Writing on the behalf of a unanimous panel of five justices, Presiding Justice Anthony Cardona stated that the petitioner had the right to change her name “under common law… at will so long as there is no fraud, misrepresentation or interference with the rights of others,” The decision goes on to hold that any potential confusion arising from a transgender name change “is not, standing alone, a basis to deny a petition…” and points out that any name change, regardless of gender, has a reasonable and ordinary potential for confusion.In overturning the Supreme Court decision, the Third Department also rejected Justice Tait’s suggestion that the submission of medical or psychological affidavits were necessary to supplement Ms. Golden’s petition.

Franklin Romeo, the Sylvia Rivera Law Project attorney who represented Ms. Golden, echoed Justice Cardona’s ruling: “This decision confirms what SRLP has long argued is the law of New York: judges cannot deny a person’s petition to change their name simply because they seek to adopt a feminine name rather than a masculine name, or vice versa. Nor can they request medical evidence regarding a petitioner’s gender that is irrelevant to a name change proceeding. This is an important victory for transgender people throughout New York State.”

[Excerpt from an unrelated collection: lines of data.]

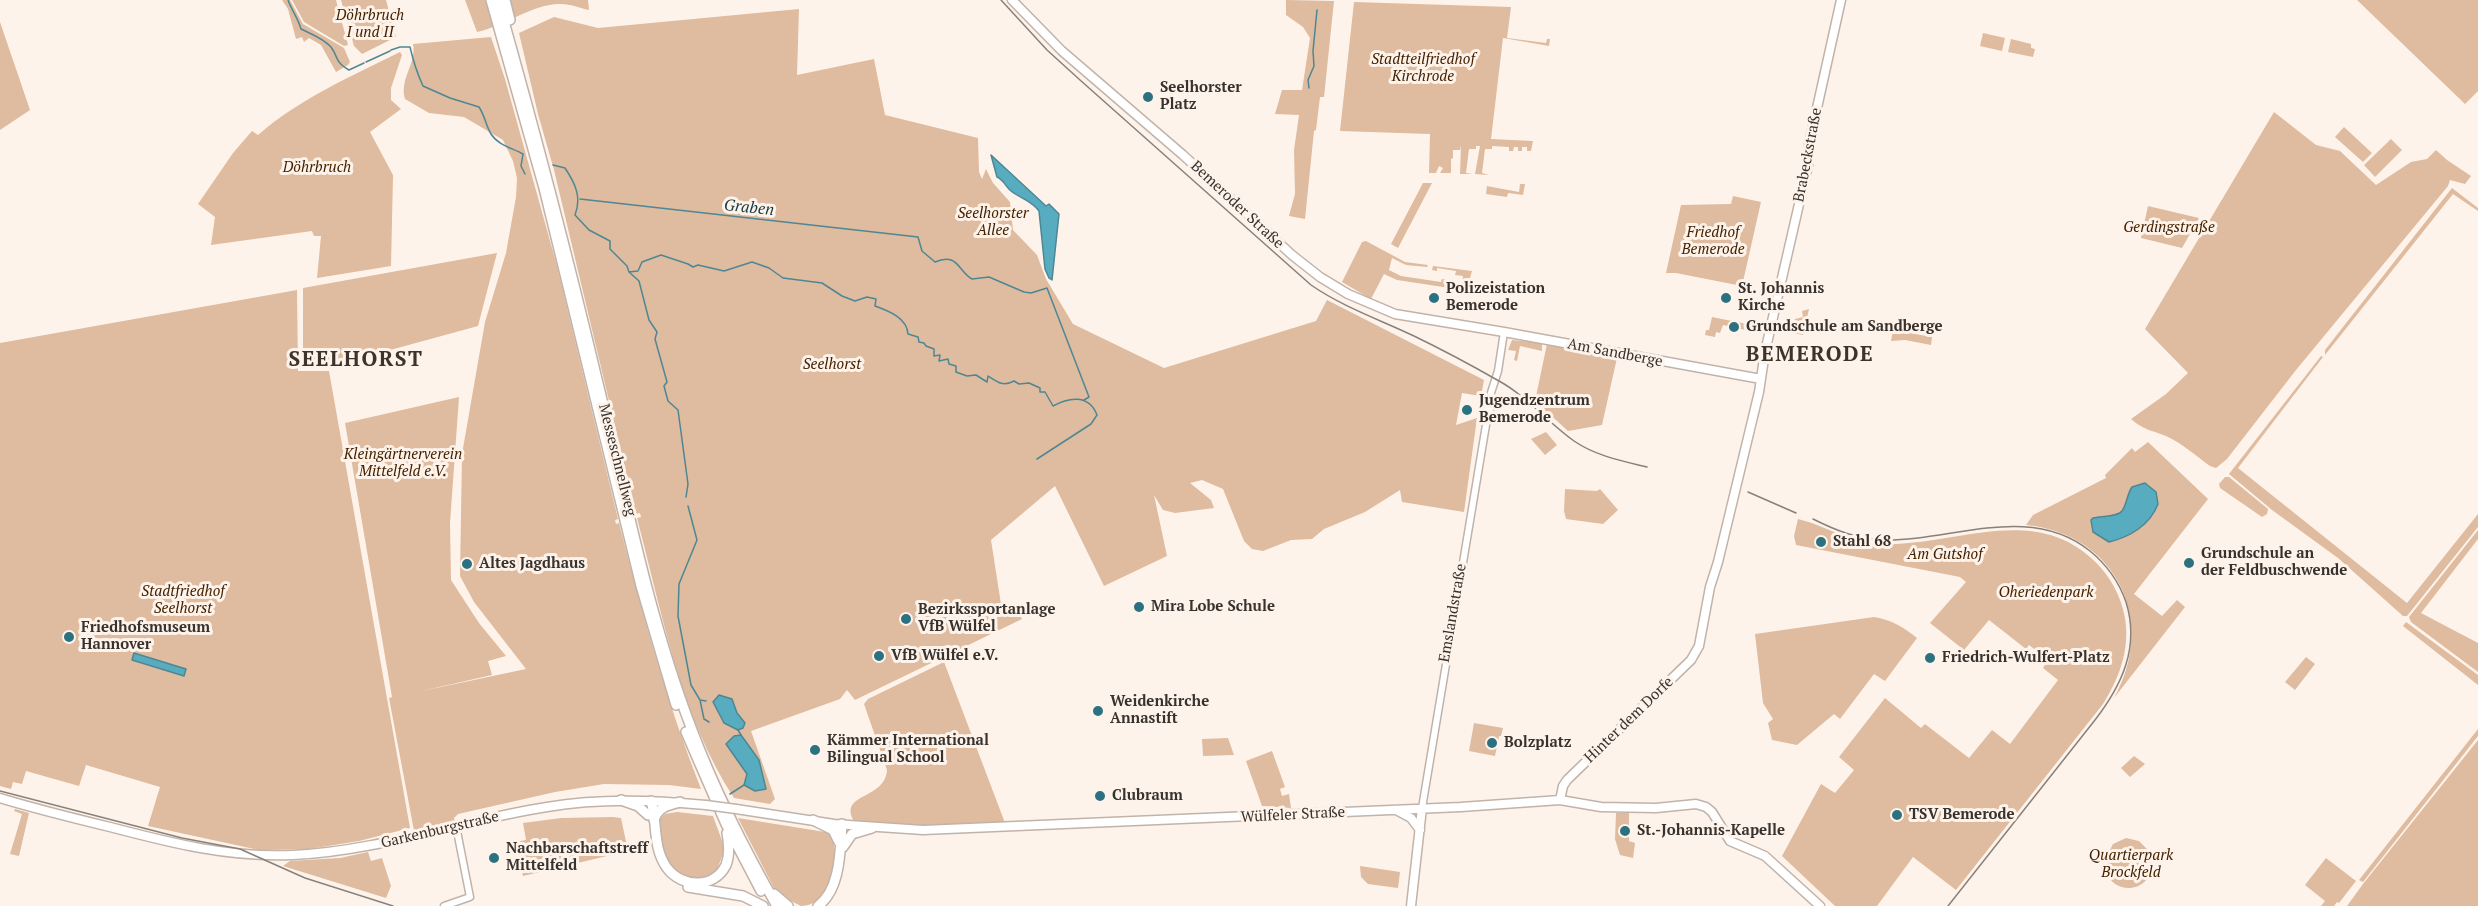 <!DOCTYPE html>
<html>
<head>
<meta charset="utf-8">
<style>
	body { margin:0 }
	canvas { display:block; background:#fef3ea }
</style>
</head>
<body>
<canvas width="2478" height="906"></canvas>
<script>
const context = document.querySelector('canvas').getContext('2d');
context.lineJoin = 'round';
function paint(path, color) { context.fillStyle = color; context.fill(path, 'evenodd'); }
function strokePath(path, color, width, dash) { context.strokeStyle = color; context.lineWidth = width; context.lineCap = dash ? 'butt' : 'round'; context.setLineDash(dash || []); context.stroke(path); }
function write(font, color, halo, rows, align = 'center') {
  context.font = font + ' "PT Serif",serif'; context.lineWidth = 6; context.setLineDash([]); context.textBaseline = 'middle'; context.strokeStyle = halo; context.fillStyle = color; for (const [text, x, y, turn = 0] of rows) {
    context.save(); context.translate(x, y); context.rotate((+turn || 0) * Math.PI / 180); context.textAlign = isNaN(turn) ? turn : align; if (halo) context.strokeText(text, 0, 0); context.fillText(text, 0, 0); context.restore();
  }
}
const green = new Path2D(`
	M282 0H290L303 24 344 48 350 62 348 65 336 72 321 45 309 38 304 42 302 37 296 39 288 9Z
	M292 0H336L348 45 344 46 304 22Z
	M341 0H386L396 37 362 54 354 46Z
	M465 0H588L589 10C580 8 570 4 561 4 535 3 504 26 477 32Z
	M1286 0 1334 1 1324 97H1320L1316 130 1314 131 1305 219 1289 216 1295 194 1294 150 1299 115 1275 114 1282 90H1302L1310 38 1303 27 1286 15Z
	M2357 0H2478V91L2465 104Z
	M1354 2 1511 7 1507 38 1546 43 1547 39H1550L1549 46 1503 38 1491 139 1533 141 1531 151H1527V147H1522V151H1518V147H1514L1513 151H1509V147L1492 146V149H1485L1482 173 1489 175 1475 174 1480 146H1476V149H1469L1466 173 1473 174H1460L1461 145 1460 150H1453V158L1451 159V173H1440L1443 168 1439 166 1436 173H1429L1430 134 1340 131Z
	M799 9 797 75 874 59 885 115 978 138 979 172 982 179 986 169 993 183 1010 202 1013 230 1037 255 1046 279 1073 324 1164 368 1316 321 1327 300 1484 380 1481 396 1462 393 1456 425 1477 418 1464 512 1402 502 1400 490 1365 512 1324 529 1312 539 1291 540 1263 551 1252 549 1244 541 1223 489 1202 480 1190 483 1211 500 1214 508 1175 513 1163 510 1154 495 1167 556 1104 586 1055 486 991 540 1003 617 1018 611 1022 619 855 700 847 690 840 699 751 731 775 799 770 804 734 798C680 715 662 613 637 518L641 517 640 513 636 514 554 170 538 114 519 33 554 17 598 28Z
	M0 22 30 110 0 130Z
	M1983 33 2005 38 2002 51 1980 46Z
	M491 37 505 79 557 266 618 519 615 520 616 524 619 523C642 613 667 703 701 789L669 785 604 784 555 792 458 814 454 818 456 826 415 836 389 698 392 697 345 423 459 397 450 523 451 580 479 623 506 656 488 661 492 675 417 692 526 669 474 602 460 576 462 454 485 322 506 253 516 197 517 178 513 161 503 140 464 117 429 113 405 99C399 79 417 63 413 44Z
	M2011 39 2031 44V48L2035 49 2033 57 2008 52Z
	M400 52 402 55 391 88V100L401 109 370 132 393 175 391 266 317 278 321 236H314L312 231 211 245 215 217 198 204 233 153 252 131 258 135C299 99 352 76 400 52Z
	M2274 112 2316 145 2340 151 2376 185 2411 162 2427 159 2436 150 2447 160 2471 176 2465 184 2450 180 2448 186 2296 370 2227 459 2216 468 2210 466C2196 456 2182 443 2166 436 2151 430 2144 430 2131 419L2166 394 2188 373 2145 329Z
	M2344 127 2372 153 2363 162 2335 137Z
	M2391 139 2402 150 2375 177 2364 165Z
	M1423 183H1432L1398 248 1391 244Z
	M1520 184H1525L1523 195 1508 193 1507 197 1486 194 1487 186 1519 192Z
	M2452 188 2478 208V211L2453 194 2325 355V350Z
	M1733 196 1761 202 1742 286 1676 273H1666L1681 205 1731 204Z
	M2148 206 2199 218 2182 248 2141 238Z
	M1366 241 1405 262 1428 265 1427 267 1406 265 1392 258 1389 270 1401 276 1441 282 1442 279 1448 280V283L1462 285 1463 276 1455 275 1456 271 1437 268V271L1432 270 1433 266 1472 271 1470 278 1464 279 1463 290 1397 280 1384 274 1371 299 1342 282 1362 242Z
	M497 253 478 326 339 364 310 363 303 357V288Z
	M297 290 298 371H329L410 828 359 841 309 849 259 850 148 826 160 787 86 765 79 786 26 771 22 784 13 782 11 789 0 786V343Z
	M1809 309 1803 335 1784 331 1785 326 1793 327 1795 319 1803 317 1802 311Z
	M1712 317 1757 326 1755 332 1723 325 1720 333 1716 332 1715 337 1705 335 1706 330H1709Z
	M1893 330 1932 337 1931 345 1905 340 1891 341Z
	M1512 340 1542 343V351L1520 346 1517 361 1514 360 1516 351 1508 350Z
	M1547 344 1617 358 1602 425 1568 431 1535 401Z
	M2321 356 2323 357 2238 468 2407 603 2478 514V527L2407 616H2403L2338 558 2272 510 2229 474Z
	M1546 432 1557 445 1545 455 1531 439Z
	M2148 442 2208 499 2134 594 2162 616 2177 600 2185 607 2114 698C2158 620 2116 534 2026 525L2033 515 2106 478 2105 475 2132 448 2135 452Z
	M2225 477H2229L2268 509 2267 514 2262 517 2220 488 2219 484Z
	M1565 489 1597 491 1600 489 1618 510 1603 524 1566 519 1564 511Z
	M1798 519C1827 526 1850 543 1881 544 1948 547 2026 506 2085 553 2101 565 2113 581 2120 600 2134 637 2123 672 2103 704L1956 890 1913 857 1877 906H1835L1782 856 1821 784 1835 793 1854 770 1839 757 1885 698 1921 728 1925 724 1969 758 1992 730 2010 744 2058 680 2043 668 2048 660 2029 645 2026 649 1989 620 1964 650 1930 623 1966 582 1960 577 1796 545 1794 536Z
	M2478 530V539L2421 613 2478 643V672L2411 622 2409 617Z
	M1874 617C1892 620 1903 627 1917 638L1885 681 1874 674 1840 719 1834 714 1797 745 1772 740 1768 723 1773 719 1763 703 1755 634Z
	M2406 622 2478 675V685L2403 626Z
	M2306 657 2315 664 2295 690 2285 682Z
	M944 662 1005 823 907 826 854 821C838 793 885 800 887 770L864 704 868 699Z
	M1474 723 1503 728 1501 736H1499L1495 756 1469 751Z
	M2478 729V736L2363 882 2359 880Z
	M1228 738 1234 755 1203 756 1202 739Z
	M2478 740V906H2347L2363 884Z
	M1272 751 1285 787 1280 789 1282 796 1289 794 1291 808 1262 806 1246 761Z
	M2134 756 2145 764 2130 777 2121 768Z
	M15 809 29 813 19 856 10 854 22 814 14 811Z
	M677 812 713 816 725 849 716 872 697 881C661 867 664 856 657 822L665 814Z
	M1616 813H1629V841L1635 843 1633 858 1620 855 1615 839Z
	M613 817 621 818 628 851 523 876 515 842 526 840 523 823 561 818Z
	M738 818 825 832 833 837C837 862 835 904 801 906L777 894Z
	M2126 838 2139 841 2154 856C2155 906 2085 894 2113 844Z
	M368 852 371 861 382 858 391 886 386 898 283 866 290 861 340 858Z
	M2326 858 2356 881 2339 903 2337 902 2334 906H2321L2325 901 2305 885Z
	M1360 866 1400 872 1398 888 1368 884 1361 877Z`);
const water = new Path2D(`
	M991 155 1046 206 1049 204 1059 214 1052 280 1049 278 1045 269 1039 211C1032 201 1020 198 1011 191 1005 186 1004 180 997 177Z
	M2145 483 2156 492 2158 504C2150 525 2130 537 2109 542L2093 532 2091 520 2093 518C2100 516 2118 517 2122 511 2127 504 2127 494 2132 487Z
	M134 653 186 669 184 676 132 660Z
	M719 695 732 699 737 713 745 723 743 728 738 730 724 723 713 702Z
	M741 735 759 760 766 789 755 791 744 785 747 774 726 744 734 736Z`);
const stream = new Path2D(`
	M288 0C292 11 298 18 301 29 311 34 323 38 331 47 339 58 334 61 349 70L364 63
	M391 50 400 47H410C413 60 417 73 423 86L450 98 479 107C485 116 486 126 491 134 498 145 512 148 523 154L521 166 525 174
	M366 62 390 51
	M1309 88 1308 80 1314 66 1313 51 1317 10
	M553 165 565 168C575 183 582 197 575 215L589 230 610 241V249L627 266 629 272 638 271 642 262 661 255 688 264 693 267 698 265 724 271 752 262 769 268 783 278 822 283 842 296 855 301 867 297 876 299 875 306C889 311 907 318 908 334L918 337 919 342 924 343 926 346 934 349V356L940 355 939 361 948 359 949 364 956 366V372L967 376 976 375 987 382 988 376C997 382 1003 387 1014 381L1019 384 1029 383 1040 388V392H1045L1053 406C1069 397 1089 394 1097 415L1091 424 1037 459
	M580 199 918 237 922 251 935 262C958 252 958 271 972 279L989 277 1024 292 1031 293 1047 288 1089 397 1084 400
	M629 272 639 281 649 320 657 332 655 339 667 382 664 386 668 401 678 410 688 484 686 497
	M688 506 697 540 679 584 678 616 691 685 700 700 706 701
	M700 700 704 719 709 722
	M738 730 741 735
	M730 794 744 785`);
const minor = new Path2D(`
	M1491 396 1492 403 1487 419 1488 402 1498 371 1504 332
	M1422 808 1487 419
	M444 906 470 897 456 826`);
const major = new Path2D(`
	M1012 0 1062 51 1183 155 1292 255 1320 277 1348 294 1395 314 1504 332 1761 379
	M0 798C36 809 73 818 110 827 171 843 230 858 293 855 380 851 462 820 547 807 600 798 653 800 706 805
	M1560 800 1563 786 1567 780 1691 660 1699 646 1710 587 1718 562 1759 392 1765 352 1808 165 1809 144 1841 0
	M736 809 834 824 923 830 1461 807 1560 800 1601 807 1656 808 1696 804 1706 807 1712 812 1730 841 1765 856 1820 906
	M1396 810 1411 818 1420 830
	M1411 906 1422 808`);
const highway = new Path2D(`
	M491 0 544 188 641 586 676 705
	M498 0C533 124 566 249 596 375 625 493 648 616 692 730 715 791 745 850 777 906
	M505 0 510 20
	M686 732 726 824 761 891
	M621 800 638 806 648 815
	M651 801C658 824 652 847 667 868 682 888 714 889 726 865 730 855 729 844 727 833
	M654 820C658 807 668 805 680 802
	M813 820 833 830 839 842
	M843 847 852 834 872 828
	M688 887 743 896 763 906
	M774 894 788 906
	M818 906C841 889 840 850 842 824`);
const tram = new Path2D(`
	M1001 0 1047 50 1080 80 1311 285C1343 307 1378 319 1414 336 1443 350 1471 365 1499 381 1528 397 1547 422 1574 441 1596 456 1622 461 1647 467
	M1748 492 1796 513
	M1813 519C1835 530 1857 539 1882 540 1951 542 2029 502 2090 551 2106 564 2119 582 2126 602 2140 647 2122 685 2095 720L1948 906
	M0 791 182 838 240 849 305 878 393 906`);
const majorBridge = new Path2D(`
	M706 805 736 809`);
const markers = [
	[1148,97,6,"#2c7180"],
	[1434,298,6,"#2c7180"],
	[1726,298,6,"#2c7180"],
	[1734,327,6,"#2c7180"],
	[1467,410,6,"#2c7180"],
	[1821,542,6,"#2c7180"],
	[2189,563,6,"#2c7180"],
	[467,564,6,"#2c7180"],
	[1139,607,6,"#2c7180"],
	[906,619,6,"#2c7180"],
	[69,637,6,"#2c7180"],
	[879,656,6,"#2c7180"],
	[1930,658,6,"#2c7180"],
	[1098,711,6,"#2c7180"],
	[1492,743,6,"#2c7180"],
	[815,750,6,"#2c7180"],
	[1100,796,6,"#2c7180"],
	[1897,815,6,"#2c7180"],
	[1625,831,6,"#2c7180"],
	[494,858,6,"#2c7180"]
];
const parkNames = [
	["Döhrbruch",370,16],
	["I und II",370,33],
	["Stadtteilfriedhof",1423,60],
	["Kirchrode",1423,77],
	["Döhrbruch",317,168],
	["Seelhorster",993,214],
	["Allee",993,231],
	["Gerdingstraße",2169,228],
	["Friedhof",1713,233],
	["Bemerode",1713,250],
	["Seelhorst",832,365],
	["Kleingärtnerverein",403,455],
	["Mittelfeld e.V.",403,472],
	["Am Gutshof",1945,555],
	["Stadtfriedhof",183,592],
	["Seelhorst",183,609],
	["Oheriedenpark",2046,593],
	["Quartierpark",2131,856],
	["Brockfeld",2131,873]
];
const poiNames = [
	["Seelhorster",1160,88],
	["Platz",1160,105],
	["Polizeistation",1446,289],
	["Bemerode",1446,306],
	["St. Johannis",1738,289],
	["Kirche",1738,306],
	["Grundschule am Sandberge",1746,327],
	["Jugendzentrum",1479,401],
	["Bemerode",1479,418],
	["Stahl 68",1833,542],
	["Grundschule an",2201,554],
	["der Feldbuschwende",2201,571],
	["Altes Jagdhaus",479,564],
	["Mira Lobe Schule",1151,607],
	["Bezirkssportanlage",918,610],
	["VfB Wülfel",918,627],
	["Friedhofsmuseum",81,628],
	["Hannover",81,645],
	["VfB Wülfel e.V.",891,656],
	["Friedrich-Wulfert-Platz",1942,658],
	["Weidenkirche",1110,702],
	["Annastift",1110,719],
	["Kämmer International",827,741],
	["Bilingual School",827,758],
	["Bolzplatz",1504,743],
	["Clubraum",1112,796],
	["TSV Bemerode",1909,815],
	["St.-Johannis-Kapelle",1637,831],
	["Nachbarschaftstreff",506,849],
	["Mittelfeld",506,866]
];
const streetNames = [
	["Brabeckstraße",1808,155,-79],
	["Bemeroder Straße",1237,205,43],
	["Am Sandberge",1615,353,11],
	["Messeschnellweg",617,460,76],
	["Emslandstraße",1453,613,-80],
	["Hinter dem Dorfe",1629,720,-44],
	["Wülfeler Straße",1293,815,-3],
	["Garkenburgstraße",440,830,-13]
];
const waterNames = [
	["Graben",749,208,6]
];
const districtNames = [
	["BEMERODE",1810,355],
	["SEELHORST",356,360]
];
paint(green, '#dfbb9f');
paint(water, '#57acbf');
strokePath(water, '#4e8794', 1.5);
strokePath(stream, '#4e8794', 1.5);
strokePath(minor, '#c1b3a9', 9);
strokePath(major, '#c1b3a9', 11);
strokePath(highway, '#c1b3a9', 12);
strokePath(minor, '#fff', 6);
strokePath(major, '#fff', 8);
strokePath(highway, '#fff', 9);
strokePath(tram, '#88807a', 1.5);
strokePath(majorBridge, '#c1b3a9', 11, []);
strokePath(majorBridge, '#fff', 8);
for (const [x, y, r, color] of markers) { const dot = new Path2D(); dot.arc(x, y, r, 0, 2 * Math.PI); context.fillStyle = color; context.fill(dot); strokePath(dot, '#fef3ea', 2); }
write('italic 15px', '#432100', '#fef3ea', parkNames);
write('bold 15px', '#38322e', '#fef3ea', poiNames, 'left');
write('15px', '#38322e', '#fef3ea', streetNames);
write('italic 16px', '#113a42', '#fef3ea', waterNames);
context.letterSpacing = '1.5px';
write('bold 21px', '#3e332a', '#fef3ea', districtNames);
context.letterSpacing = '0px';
</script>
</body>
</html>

Ms. Golden’s petition was the first opportunity for any of the Appellate Division courts in New York to address the issue of transgender name changes. It is now binding in the Third Department (which covers most of western New York other than New York City and Long Island), and is expected to be highly persuasive across the state.

Though Ms. Golden was ecstatic when learning of her victory, she also found the entire situation bittersweet. “It is somewhat comforting to know that our rights as citizens can still be protected, but sad that it has to go this far.” She went on to say that she hoped that the ruling in her case “furthers the lives of transgender folks and helps prevent others from going through this.”

Many transgender people seek legal name changes in order to accurately reflect their gender identity and the gender they live as. By exercising their legal right to change their names, transgender people can surmount potential barriers in workplaces, education, and many other institutions that require a legal name on file.

Although many trans people do seek medical treatment and/or psychiatric counseling as part of a gender transition, not all do, especially since access to health care is far from universal. Furthermore, many trans people begin the process of transitioning socially and legally before starting medical treatment.

The Sylvia Rivera Law Project (SRLP) is a non profit legal organization dedicated to serving low income transgender, intersex, and gender non-conforming people of color. SRLP works to guarantee that all people are free to self-determine their gender identity and expression, regardless of income or race, and without facing harassment, discrimination, or violence.